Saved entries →
+ + + + + + +
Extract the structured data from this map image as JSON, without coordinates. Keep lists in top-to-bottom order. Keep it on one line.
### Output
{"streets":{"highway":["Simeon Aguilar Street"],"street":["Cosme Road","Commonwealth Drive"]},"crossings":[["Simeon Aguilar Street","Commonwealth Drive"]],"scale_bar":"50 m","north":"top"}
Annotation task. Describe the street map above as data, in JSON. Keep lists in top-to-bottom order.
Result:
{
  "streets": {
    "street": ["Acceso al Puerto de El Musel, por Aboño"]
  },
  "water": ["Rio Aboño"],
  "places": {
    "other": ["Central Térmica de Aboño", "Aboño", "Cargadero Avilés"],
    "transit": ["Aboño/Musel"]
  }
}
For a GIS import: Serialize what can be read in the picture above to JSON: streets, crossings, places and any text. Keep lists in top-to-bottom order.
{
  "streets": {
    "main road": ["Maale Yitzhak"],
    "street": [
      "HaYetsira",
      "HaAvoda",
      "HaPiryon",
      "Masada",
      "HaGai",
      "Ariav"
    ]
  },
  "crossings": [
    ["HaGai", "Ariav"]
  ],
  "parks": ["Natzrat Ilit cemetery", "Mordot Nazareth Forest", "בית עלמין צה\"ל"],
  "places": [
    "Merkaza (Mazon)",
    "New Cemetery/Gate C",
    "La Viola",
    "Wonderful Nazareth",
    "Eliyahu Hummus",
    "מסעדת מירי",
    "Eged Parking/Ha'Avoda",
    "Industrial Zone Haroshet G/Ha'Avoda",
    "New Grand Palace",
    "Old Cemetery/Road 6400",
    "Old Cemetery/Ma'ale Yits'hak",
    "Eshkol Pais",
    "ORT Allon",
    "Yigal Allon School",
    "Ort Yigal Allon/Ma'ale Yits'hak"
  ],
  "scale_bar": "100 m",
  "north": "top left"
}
+ + + + + + +
Requirement →
Report the lines above that contain "data".

Solved exercise →
Extract the structured data from this map image as JSON, without coordinates. Keep lists in top-to-bottom order. Keep it on one line.
Annotation task. Describe the street map above as data, in JSON. Keep lists in top-to-bottom order.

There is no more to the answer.